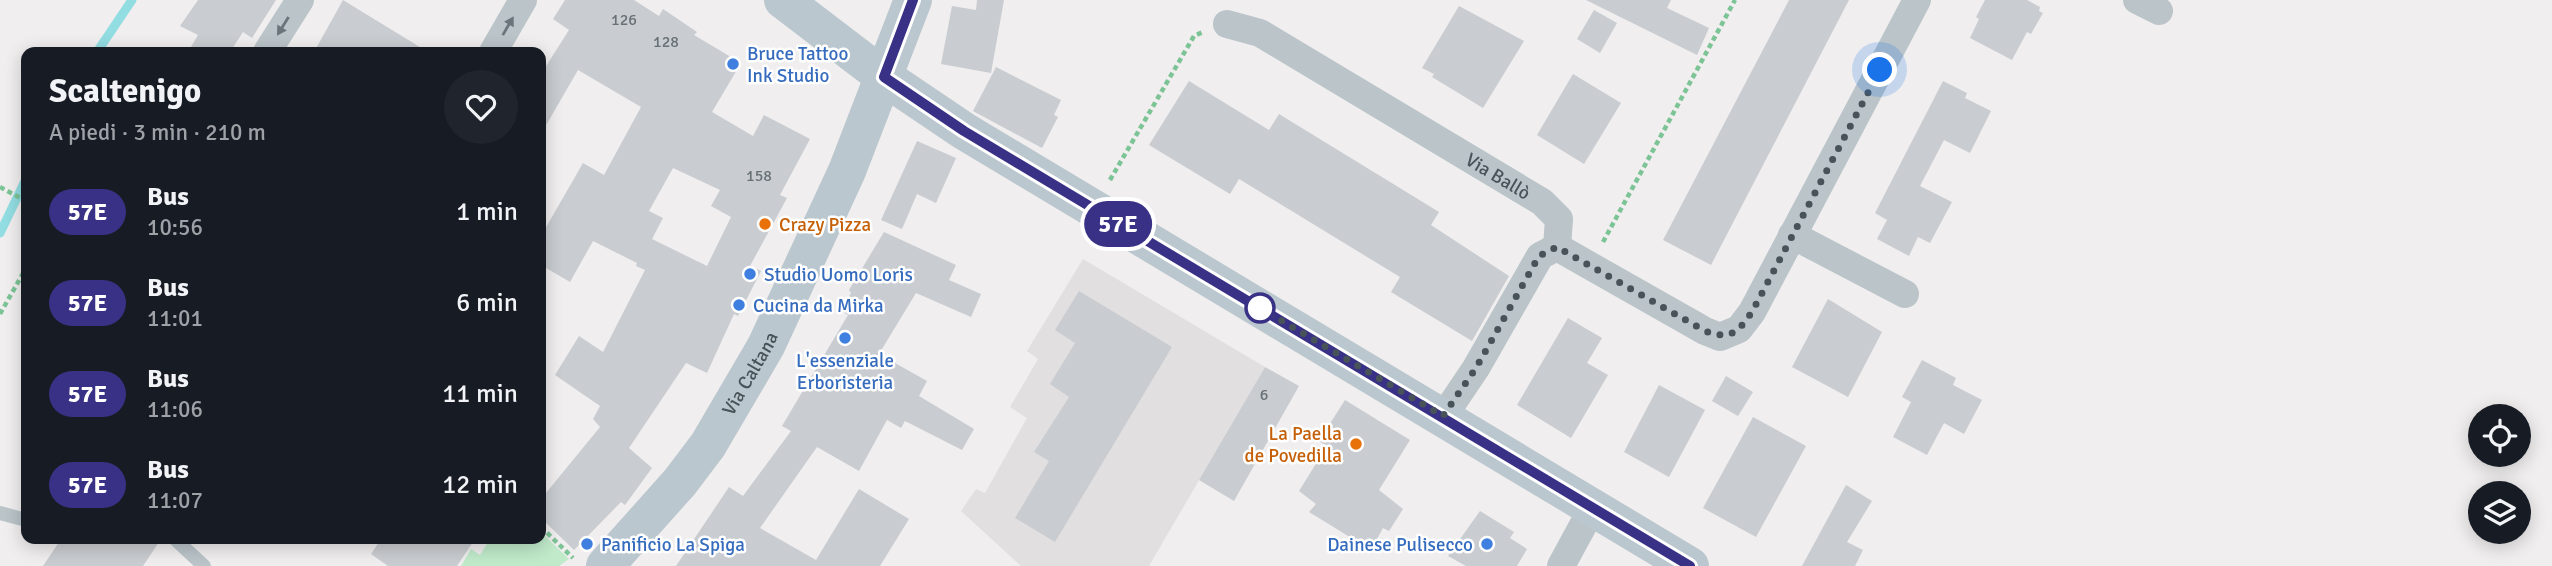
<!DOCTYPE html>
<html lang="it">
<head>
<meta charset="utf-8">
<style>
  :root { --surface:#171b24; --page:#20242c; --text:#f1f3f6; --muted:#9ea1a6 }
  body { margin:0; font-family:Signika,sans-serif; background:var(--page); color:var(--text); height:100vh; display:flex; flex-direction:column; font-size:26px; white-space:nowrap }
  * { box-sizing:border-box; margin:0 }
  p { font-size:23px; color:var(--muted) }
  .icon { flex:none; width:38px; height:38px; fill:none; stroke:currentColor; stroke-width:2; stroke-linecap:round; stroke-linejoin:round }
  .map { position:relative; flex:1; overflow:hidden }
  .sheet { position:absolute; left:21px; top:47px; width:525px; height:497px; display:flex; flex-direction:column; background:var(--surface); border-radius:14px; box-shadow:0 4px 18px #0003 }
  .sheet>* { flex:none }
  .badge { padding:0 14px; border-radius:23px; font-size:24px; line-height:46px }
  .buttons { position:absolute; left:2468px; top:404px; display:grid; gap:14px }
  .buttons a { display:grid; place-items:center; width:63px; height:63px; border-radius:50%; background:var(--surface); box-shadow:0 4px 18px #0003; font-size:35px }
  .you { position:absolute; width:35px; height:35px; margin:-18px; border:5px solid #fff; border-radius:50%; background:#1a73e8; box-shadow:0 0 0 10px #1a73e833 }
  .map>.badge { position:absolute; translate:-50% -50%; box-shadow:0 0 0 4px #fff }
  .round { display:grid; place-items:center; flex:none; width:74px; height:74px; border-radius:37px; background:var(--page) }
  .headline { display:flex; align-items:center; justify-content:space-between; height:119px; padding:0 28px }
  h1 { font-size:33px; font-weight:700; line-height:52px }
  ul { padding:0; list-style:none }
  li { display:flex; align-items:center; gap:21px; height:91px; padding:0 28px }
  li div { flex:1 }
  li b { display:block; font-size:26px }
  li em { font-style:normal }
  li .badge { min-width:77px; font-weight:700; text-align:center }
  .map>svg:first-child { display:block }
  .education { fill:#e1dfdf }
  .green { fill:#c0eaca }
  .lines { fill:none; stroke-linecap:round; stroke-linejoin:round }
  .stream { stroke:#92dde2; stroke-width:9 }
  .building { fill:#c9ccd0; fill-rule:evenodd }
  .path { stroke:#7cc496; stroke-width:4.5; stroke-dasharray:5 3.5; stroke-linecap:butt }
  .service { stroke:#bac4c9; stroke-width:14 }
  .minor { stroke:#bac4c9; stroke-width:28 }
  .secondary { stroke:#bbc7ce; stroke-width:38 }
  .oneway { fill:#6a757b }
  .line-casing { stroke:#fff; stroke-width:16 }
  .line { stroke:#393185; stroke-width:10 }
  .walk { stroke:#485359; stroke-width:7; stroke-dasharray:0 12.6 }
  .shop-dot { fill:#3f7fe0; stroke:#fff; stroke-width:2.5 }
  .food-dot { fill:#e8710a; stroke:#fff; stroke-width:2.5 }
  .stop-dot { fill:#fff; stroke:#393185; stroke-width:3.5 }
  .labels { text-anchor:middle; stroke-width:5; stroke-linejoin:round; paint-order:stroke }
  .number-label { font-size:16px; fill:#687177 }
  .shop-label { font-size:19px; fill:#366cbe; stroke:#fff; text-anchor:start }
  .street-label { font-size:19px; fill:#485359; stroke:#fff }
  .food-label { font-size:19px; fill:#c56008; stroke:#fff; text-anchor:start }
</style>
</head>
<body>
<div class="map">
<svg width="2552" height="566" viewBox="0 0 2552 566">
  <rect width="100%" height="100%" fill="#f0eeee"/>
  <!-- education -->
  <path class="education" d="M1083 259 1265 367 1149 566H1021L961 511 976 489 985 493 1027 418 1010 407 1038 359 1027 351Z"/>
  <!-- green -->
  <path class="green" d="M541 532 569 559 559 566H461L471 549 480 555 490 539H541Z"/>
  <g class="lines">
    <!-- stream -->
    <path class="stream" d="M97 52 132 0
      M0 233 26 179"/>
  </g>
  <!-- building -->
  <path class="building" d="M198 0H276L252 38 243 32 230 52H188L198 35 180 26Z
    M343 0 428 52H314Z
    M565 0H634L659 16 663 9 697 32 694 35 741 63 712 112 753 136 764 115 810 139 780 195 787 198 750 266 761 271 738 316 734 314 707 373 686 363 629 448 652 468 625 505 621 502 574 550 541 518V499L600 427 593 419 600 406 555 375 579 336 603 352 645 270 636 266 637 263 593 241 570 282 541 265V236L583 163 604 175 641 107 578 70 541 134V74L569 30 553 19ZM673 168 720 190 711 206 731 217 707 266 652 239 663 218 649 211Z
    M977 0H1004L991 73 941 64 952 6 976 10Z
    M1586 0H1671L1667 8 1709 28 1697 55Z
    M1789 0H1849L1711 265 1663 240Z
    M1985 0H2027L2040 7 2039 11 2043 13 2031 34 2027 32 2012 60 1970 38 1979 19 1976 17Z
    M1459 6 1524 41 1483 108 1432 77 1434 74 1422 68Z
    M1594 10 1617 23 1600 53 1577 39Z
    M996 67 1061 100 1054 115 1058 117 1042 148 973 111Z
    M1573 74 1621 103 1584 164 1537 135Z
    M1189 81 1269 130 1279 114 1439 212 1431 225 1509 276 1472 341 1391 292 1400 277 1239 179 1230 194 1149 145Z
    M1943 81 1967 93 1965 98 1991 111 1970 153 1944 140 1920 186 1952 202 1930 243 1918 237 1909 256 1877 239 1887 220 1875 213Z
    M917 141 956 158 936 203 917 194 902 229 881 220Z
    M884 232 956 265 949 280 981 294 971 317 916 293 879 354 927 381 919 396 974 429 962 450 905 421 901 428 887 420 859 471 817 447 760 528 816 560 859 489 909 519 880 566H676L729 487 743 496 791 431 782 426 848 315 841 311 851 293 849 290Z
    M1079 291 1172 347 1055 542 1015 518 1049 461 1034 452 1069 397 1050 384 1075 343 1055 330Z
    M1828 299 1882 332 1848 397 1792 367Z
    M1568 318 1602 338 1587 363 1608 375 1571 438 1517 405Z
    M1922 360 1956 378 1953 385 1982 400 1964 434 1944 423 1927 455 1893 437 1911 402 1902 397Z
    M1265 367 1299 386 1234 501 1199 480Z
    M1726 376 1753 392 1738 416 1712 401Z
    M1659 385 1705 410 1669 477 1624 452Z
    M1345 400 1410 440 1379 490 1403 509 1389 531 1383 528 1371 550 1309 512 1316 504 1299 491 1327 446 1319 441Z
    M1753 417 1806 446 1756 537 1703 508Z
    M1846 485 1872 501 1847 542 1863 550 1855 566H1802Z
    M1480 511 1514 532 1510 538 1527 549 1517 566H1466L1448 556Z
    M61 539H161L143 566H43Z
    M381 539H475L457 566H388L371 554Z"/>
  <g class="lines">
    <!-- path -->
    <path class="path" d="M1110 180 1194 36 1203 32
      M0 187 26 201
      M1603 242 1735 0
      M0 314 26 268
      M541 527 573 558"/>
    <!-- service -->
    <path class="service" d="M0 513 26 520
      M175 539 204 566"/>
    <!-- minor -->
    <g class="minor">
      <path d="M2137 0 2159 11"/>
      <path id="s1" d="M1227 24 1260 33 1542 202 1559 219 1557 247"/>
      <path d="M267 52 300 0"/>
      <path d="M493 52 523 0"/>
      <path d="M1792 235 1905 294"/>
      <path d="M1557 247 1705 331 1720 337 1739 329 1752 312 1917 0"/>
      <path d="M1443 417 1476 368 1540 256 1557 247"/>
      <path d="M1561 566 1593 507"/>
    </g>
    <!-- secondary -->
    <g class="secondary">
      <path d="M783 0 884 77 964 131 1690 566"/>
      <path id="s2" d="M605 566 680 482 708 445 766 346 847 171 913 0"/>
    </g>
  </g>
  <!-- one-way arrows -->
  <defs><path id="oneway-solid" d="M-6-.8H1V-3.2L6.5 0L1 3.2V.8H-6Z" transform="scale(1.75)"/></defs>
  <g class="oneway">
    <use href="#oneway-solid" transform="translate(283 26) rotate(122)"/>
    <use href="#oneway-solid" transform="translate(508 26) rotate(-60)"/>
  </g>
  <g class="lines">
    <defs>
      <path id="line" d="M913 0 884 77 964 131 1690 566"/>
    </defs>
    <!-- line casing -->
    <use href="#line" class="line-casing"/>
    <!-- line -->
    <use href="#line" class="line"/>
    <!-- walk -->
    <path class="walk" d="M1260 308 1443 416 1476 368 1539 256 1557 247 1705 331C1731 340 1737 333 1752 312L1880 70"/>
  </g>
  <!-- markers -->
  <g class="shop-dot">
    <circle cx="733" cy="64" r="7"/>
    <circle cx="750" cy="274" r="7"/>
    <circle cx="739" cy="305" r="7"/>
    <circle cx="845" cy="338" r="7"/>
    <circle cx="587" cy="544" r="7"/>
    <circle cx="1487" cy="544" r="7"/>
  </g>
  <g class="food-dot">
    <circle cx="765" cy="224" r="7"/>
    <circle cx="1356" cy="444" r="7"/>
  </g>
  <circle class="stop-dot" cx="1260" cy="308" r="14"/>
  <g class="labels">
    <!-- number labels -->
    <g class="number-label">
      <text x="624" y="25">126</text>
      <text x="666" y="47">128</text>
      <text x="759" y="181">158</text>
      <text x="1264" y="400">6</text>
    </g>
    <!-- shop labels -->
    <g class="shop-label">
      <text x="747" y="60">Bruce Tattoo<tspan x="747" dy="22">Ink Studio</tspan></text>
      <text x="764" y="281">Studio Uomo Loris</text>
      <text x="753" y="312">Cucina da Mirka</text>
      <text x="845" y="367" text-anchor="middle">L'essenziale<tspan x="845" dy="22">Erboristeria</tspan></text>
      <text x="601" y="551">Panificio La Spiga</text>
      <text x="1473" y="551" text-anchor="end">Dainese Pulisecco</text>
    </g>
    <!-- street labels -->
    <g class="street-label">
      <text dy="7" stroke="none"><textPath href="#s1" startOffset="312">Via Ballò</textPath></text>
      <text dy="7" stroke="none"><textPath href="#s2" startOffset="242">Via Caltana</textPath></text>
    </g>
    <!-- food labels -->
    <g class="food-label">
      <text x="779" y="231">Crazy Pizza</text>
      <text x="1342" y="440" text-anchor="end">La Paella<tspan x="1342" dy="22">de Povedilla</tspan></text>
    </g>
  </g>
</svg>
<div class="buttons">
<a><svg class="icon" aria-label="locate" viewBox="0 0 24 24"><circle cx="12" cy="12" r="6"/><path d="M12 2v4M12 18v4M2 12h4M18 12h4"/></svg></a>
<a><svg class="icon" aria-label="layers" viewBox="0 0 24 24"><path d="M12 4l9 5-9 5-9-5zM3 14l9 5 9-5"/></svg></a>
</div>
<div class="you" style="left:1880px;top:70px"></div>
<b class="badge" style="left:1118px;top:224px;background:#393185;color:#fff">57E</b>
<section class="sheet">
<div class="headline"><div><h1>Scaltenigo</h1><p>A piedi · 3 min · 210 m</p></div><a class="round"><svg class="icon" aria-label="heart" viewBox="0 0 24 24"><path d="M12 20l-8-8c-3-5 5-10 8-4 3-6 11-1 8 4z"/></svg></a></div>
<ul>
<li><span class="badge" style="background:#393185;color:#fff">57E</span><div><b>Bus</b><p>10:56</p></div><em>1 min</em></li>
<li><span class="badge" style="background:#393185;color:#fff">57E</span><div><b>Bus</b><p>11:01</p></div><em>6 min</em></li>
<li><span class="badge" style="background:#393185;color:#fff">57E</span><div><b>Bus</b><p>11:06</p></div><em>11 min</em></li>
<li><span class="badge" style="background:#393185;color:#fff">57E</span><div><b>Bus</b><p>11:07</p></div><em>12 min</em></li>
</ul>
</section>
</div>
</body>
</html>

+ + + + + + +

WORK REQUEST →
When the word "body" shows up in a line of the entries, report that line.

TASK RESPONSE →
  body { margin:0; font-family:Signika,sans-serif; background:var(--page); color:var(--text); height:100vh; display:flex; flex-direction:column; font-size:26px; white-space:nowrap }
<body>
</body>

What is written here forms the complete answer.